What needs to be done → The answer is the number of lines in the data that contain the word "compass"; give it alone.

Saved entries

________

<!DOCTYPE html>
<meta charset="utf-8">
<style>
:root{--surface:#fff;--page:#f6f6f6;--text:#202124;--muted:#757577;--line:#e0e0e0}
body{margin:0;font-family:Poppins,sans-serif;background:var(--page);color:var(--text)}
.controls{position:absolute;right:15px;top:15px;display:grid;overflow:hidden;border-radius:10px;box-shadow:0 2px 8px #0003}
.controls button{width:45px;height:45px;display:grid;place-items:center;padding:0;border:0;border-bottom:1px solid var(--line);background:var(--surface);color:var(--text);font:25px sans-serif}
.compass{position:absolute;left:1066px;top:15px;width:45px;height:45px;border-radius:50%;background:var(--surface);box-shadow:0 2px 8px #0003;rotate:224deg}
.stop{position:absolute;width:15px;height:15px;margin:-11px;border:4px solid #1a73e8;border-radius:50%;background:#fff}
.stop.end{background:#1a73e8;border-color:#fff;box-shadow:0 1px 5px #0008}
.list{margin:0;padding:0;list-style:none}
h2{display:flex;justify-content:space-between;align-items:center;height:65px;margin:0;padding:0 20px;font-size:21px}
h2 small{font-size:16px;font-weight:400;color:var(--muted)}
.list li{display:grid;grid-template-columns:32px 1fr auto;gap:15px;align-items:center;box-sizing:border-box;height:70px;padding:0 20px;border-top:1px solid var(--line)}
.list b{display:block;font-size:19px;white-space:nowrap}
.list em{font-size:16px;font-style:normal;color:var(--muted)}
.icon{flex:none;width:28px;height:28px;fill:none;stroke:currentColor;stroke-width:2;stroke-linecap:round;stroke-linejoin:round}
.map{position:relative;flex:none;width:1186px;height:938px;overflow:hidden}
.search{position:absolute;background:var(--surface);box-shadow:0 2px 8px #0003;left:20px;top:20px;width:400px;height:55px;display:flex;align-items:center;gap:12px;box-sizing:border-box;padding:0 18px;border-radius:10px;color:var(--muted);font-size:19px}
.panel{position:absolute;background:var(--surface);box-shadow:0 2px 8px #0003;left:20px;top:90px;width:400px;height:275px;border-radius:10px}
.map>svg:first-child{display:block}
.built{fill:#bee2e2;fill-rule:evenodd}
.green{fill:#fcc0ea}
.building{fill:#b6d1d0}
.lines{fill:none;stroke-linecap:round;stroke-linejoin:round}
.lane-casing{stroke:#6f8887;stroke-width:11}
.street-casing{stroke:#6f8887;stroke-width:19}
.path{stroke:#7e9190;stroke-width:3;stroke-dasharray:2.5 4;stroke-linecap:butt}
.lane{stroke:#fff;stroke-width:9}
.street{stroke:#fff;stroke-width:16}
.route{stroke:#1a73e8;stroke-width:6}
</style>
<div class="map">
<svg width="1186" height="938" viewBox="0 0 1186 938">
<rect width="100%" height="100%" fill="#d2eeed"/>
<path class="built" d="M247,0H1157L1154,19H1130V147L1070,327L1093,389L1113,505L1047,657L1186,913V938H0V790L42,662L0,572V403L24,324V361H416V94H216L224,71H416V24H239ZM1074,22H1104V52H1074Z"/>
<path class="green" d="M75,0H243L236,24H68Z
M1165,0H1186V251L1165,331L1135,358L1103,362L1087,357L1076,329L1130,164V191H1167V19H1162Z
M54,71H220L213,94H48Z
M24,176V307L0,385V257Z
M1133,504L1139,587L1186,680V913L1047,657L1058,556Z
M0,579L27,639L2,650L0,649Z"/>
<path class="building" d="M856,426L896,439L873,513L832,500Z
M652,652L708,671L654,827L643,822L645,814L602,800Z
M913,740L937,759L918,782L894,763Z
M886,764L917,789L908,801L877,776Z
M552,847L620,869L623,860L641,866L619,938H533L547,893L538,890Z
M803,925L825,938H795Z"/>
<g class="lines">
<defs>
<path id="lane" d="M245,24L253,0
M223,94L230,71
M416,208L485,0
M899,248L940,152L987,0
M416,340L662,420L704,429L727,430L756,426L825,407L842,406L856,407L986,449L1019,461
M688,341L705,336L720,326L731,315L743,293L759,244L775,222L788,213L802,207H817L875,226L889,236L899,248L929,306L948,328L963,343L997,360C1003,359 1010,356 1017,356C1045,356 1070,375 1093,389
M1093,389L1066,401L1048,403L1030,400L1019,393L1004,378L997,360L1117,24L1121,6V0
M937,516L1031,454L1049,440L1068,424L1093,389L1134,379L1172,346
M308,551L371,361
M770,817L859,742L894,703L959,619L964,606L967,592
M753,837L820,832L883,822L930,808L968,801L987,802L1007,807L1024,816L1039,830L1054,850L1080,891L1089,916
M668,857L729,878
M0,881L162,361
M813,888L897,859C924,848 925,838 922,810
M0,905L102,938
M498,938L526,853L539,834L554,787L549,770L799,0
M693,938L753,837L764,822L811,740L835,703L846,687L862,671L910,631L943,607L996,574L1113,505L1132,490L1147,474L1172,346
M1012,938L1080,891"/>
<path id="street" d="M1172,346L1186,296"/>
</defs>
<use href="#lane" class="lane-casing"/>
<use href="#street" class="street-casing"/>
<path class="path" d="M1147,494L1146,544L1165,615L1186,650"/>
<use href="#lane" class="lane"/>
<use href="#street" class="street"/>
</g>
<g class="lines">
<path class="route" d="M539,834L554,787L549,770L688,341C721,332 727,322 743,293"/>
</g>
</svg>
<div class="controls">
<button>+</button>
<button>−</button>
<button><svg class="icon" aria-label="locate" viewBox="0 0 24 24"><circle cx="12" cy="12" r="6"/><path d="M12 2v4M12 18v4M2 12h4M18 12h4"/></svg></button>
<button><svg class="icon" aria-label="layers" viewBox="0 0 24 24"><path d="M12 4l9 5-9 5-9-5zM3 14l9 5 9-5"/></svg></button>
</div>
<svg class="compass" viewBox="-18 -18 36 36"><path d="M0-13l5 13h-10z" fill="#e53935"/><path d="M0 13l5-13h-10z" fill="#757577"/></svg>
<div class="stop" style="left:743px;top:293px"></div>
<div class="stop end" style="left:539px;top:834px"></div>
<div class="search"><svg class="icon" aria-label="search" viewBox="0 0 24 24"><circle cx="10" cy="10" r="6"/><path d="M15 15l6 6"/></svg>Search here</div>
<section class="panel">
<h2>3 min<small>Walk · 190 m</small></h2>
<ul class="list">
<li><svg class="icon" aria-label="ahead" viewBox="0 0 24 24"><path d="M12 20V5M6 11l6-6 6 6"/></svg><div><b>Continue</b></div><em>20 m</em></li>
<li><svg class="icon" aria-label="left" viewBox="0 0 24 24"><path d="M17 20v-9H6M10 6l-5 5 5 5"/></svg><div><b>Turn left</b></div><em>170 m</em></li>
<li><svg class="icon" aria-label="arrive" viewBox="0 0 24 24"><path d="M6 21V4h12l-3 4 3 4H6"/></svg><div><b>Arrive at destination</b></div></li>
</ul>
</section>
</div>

________

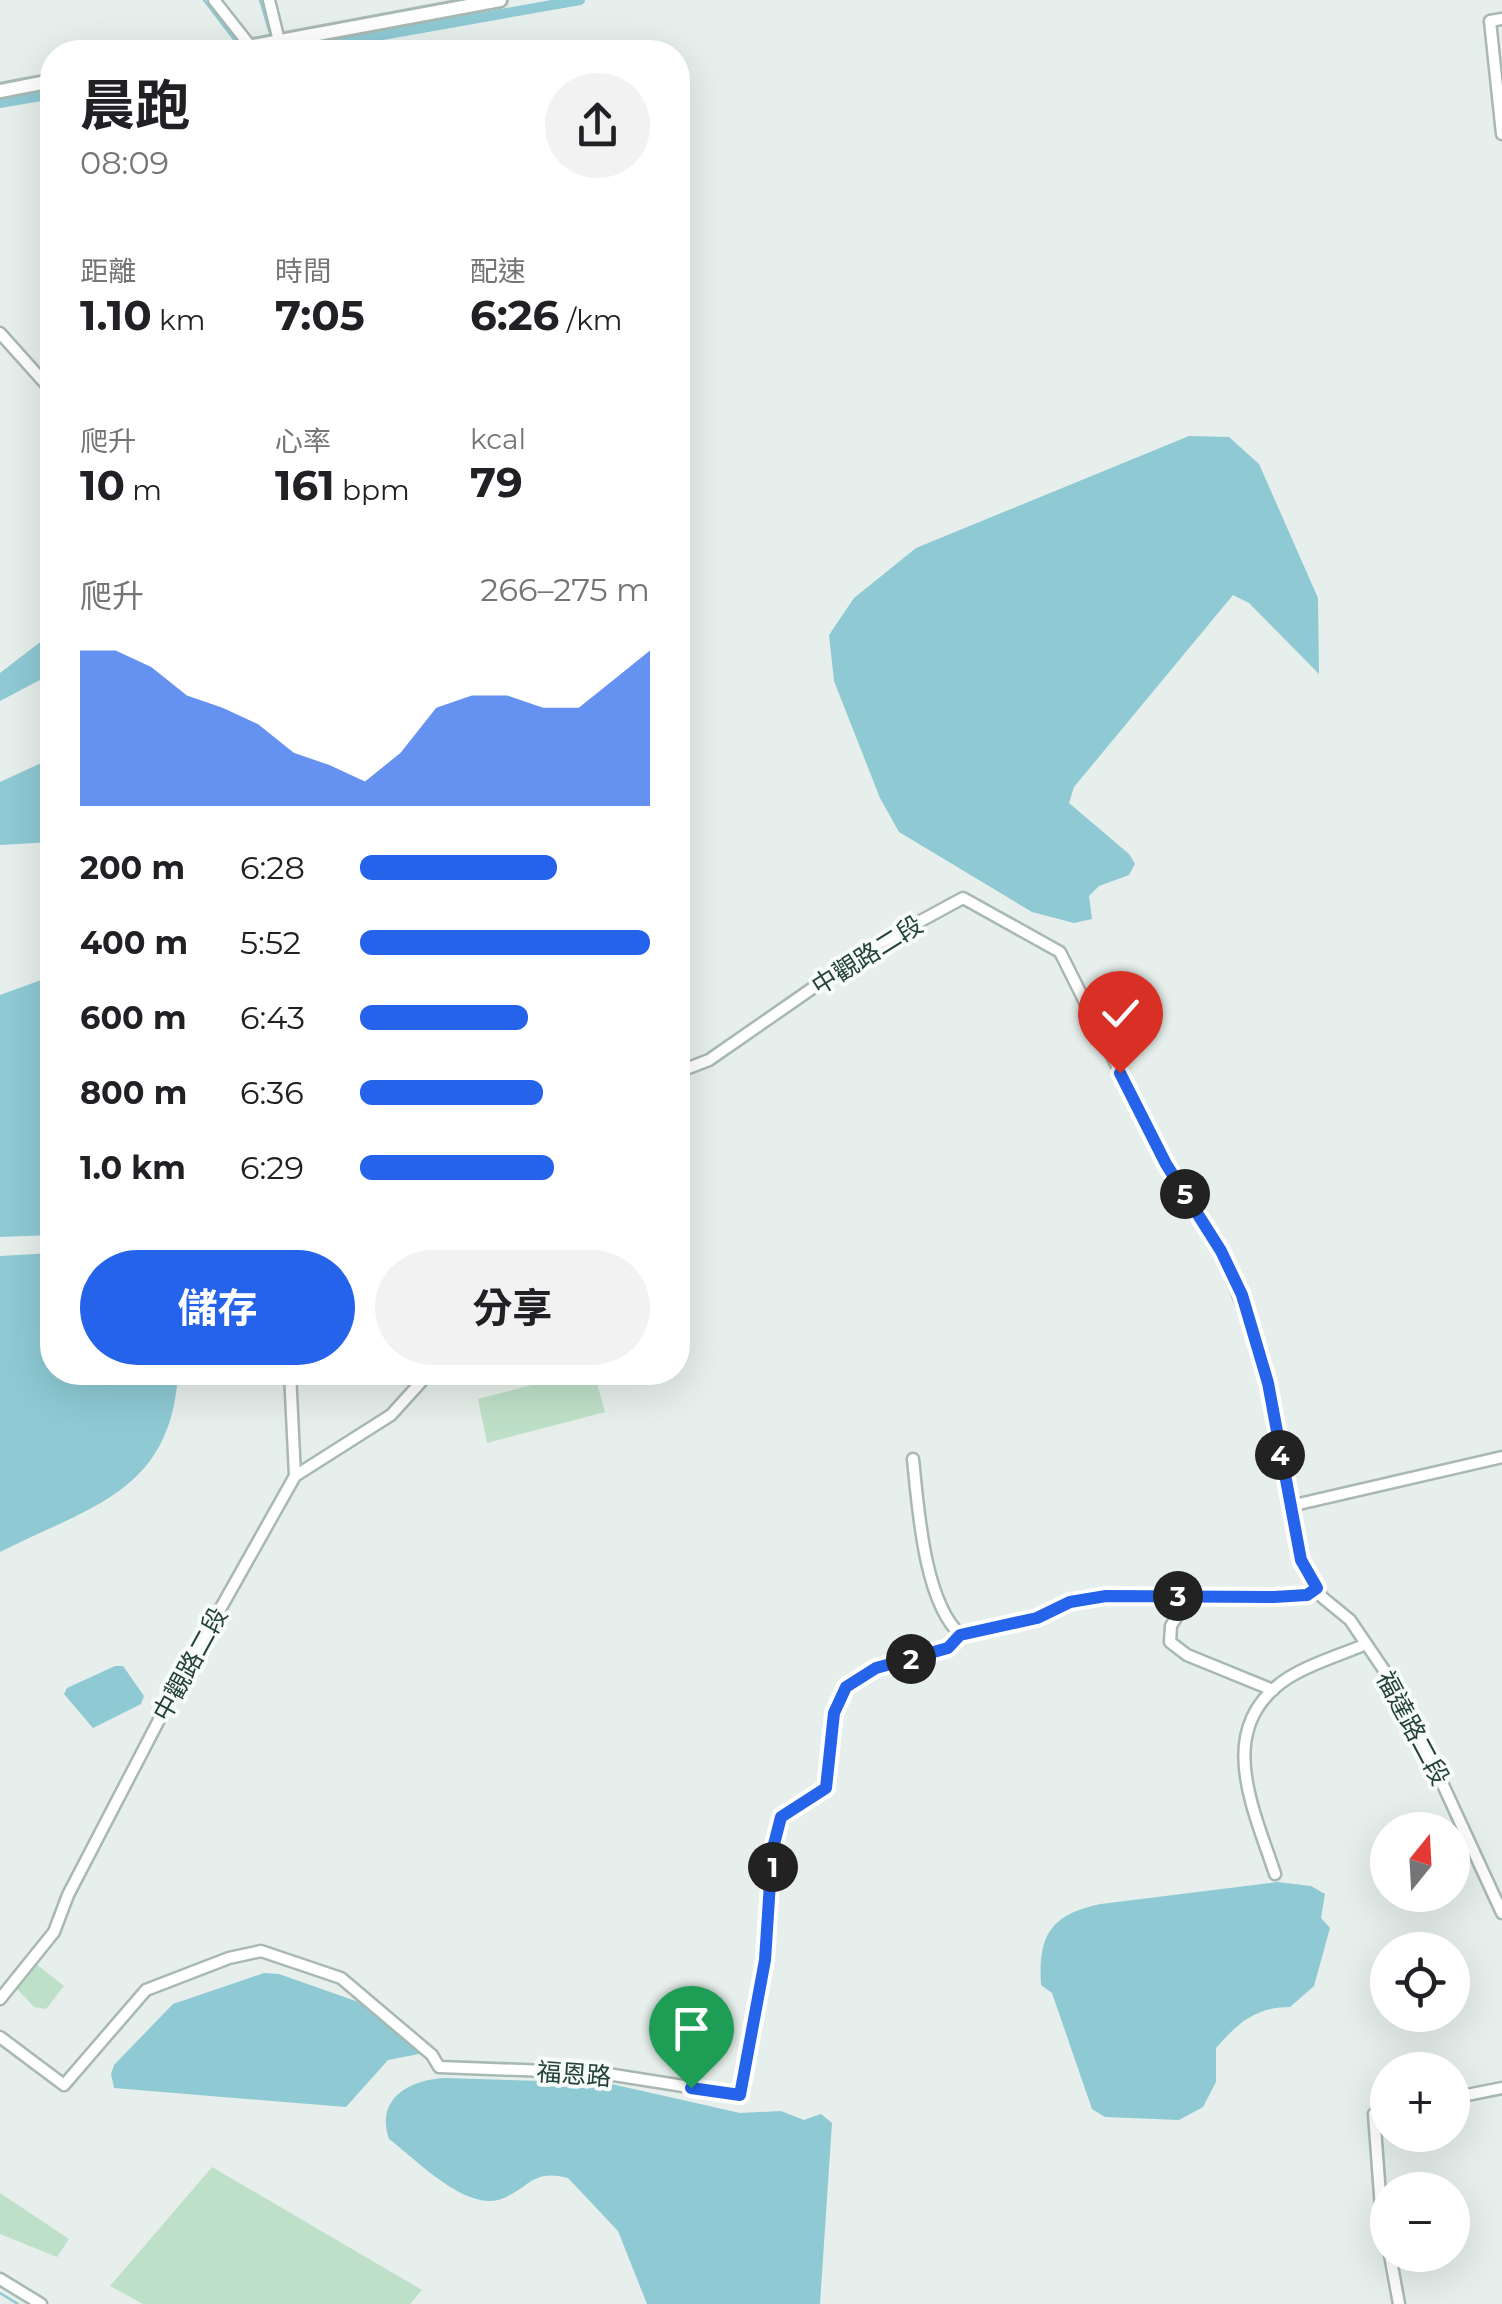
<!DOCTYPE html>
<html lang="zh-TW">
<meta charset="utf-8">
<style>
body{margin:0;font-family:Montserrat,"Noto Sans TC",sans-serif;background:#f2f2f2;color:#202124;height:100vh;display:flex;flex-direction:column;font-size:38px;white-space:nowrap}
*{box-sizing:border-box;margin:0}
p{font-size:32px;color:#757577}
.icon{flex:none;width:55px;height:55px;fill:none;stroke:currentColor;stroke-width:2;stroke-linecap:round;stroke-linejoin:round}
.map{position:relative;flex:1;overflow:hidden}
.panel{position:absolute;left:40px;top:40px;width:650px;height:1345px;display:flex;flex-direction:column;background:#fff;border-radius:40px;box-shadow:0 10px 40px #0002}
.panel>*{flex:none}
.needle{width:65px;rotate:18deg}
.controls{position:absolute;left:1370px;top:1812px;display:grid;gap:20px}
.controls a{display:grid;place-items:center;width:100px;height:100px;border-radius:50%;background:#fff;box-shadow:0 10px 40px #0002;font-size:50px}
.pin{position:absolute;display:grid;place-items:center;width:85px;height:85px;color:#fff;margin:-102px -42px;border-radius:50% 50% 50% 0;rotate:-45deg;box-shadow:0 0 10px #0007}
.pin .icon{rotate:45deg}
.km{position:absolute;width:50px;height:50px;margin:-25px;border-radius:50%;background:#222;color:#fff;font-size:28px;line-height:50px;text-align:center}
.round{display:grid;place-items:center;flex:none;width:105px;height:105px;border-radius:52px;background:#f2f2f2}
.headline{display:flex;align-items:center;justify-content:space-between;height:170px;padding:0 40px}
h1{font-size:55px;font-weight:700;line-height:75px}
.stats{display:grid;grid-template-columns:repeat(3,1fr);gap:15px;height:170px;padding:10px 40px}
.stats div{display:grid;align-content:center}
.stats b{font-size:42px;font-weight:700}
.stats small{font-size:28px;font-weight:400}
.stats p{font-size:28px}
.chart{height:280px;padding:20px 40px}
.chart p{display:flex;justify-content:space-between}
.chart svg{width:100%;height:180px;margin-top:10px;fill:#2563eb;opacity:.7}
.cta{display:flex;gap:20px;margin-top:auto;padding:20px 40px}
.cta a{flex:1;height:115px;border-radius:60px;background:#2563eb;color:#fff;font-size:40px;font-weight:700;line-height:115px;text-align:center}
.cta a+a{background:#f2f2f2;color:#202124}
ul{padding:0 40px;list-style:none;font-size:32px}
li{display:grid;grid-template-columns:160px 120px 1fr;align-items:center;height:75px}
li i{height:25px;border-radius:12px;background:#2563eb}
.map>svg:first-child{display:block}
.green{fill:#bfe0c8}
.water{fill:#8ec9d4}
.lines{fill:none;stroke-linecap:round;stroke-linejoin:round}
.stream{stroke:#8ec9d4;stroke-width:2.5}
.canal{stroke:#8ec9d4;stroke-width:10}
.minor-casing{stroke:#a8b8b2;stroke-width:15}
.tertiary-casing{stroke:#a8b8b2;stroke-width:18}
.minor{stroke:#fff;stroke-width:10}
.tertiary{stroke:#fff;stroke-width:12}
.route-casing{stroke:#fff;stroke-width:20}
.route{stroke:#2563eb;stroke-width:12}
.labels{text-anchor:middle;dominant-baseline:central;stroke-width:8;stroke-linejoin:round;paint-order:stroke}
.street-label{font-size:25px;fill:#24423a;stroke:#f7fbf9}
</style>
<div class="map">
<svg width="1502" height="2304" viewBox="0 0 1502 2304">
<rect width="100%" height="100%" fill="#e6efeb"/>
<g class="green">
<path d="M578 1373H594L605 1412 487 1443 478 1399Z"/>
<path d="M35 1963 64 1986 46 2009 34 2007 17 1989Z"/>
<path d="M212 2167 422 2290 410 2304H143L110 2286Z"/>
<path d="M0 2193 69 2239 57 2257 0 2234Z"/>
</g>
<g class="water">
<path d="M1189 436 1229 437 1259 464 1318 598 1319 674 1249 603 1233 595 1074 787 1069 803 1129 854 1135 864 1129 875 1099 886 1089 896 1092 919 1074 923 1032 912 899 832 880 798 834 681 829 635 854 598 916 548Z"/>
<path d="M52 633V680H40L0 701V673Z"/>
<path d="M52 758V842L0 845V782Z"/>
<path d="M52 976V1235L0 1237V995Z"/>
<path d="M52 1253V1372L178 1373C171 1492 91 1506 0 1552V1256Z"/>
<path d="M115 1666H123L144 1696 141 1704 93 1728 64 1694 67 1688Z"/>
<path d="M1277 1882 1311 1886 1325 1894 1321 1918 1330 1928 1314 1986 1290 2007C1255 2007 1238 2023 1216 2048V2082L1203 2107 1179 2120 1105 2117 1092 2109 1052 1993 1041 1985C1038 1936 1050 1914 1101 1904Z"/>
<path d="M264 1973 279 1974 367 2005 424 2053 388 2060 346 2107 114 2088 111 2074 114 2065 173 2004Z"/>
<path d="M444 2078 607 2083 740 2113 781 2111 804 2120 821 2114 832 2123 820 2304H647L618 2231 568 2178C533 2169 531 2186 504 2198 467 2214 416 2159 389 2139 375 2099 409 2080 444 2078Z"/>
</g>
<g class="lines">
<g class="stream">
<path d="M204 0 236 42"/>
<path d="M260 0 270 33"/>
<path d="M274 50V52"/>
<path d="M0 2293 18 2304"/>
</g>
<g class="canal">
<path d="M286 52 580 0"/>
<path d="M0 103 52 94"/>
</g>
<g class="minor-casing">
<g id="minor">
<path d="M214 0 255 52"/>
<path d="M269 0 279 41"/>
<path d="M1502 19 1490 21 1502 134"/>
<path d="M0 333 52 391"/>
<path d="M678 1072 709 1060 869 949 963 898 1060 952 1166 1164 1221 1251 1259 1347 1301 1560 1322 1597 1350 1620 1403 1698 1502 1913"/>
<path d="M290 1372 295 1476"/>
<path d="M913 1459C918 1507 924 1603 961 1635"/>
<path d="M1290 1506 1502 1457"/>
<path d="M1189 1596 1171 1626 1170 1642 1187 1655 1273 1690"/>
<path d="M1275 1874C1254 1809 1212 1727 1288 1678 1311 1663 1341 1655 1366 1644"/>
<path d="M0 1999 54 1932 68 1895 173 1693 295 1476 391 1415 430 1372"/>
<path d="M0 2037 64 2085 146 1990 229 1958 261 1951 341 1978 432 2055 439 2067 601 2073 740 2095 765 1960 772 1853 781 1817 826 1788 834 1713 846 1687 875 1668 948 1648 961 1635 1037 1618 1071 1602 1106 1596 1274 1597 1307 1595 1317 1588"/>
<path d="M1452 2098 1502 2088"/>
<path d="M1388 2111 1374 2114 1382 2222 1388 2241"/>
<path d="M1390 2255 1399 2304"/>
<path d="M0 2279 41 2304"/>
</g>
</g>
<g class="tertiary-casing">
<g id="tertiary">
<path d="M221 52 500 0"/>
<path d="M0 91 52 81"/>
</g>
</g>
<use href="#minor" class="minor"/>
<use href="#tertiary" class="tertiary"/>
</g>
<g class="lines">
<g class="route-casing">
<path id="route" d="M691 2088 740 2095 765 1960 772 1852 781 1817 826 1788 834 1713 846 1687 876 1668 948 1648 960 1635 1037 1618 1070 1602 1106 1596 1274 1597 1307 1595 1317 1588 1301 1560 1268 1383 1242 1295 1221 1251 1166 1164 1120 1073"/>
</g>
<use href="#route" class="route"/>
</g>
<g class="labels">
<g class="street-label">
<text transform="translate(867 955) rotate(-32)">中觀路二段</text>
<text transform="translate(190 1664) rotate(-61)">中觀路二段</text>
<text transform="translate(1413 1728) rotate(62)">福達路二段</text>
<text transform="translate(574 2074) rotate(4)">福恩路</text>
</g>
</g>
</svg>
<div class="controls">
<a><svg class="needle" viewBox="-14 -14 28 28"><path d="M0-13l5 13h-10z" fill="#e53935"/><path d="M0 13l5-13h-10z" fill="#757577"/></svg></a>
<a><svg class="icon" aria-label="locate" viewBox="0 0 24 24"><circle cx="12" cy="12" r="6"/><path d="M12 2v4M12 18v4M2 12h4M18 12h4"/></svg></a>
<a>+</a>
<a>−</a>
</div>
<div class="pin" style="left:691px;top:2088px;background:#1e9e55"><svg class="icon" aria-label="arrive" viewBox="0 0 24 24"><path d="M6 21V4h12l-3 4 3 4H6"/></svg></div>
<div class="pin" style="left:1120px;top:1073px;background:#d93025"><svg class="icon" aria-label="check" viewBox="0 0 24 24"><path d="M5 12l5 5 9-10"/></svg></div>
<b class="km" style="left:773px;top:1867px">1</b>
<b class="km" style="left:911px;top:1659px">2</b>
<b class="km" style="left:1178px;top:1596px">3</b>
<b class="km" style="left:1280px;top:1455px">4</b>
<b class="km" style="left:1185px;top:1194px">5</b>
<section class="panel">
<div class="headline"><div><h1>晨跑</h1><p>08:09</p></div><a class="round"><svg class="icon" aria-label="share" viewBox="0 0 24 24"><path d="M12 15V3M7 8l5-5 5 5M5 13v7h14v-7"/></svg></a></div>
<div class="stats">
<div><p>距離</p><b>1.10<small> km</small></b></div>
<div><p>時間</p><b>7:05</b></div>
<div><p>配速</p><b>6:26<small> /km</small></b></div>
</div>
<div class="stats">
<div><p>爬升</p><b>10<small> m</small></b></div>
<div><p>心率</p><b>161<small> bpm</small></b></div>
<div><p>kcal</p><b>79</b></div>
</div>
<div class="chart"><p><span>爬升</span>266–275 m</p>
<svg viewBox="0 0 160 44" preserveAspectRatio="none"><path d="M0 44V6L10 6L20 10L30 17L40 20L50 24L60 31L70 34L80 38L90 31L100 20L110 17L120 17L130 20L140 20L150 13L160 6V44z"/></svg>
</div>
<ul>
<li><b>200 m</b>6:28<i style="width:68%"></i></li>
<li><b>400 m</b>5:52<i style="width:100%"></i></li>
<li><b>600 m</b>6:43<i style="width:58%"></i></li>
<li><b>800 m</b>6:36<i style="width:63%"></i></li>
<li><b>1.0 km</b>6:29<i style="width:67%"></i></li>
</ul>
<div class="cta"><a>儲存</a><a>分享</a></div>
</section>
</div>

________

Response to this exercise → 2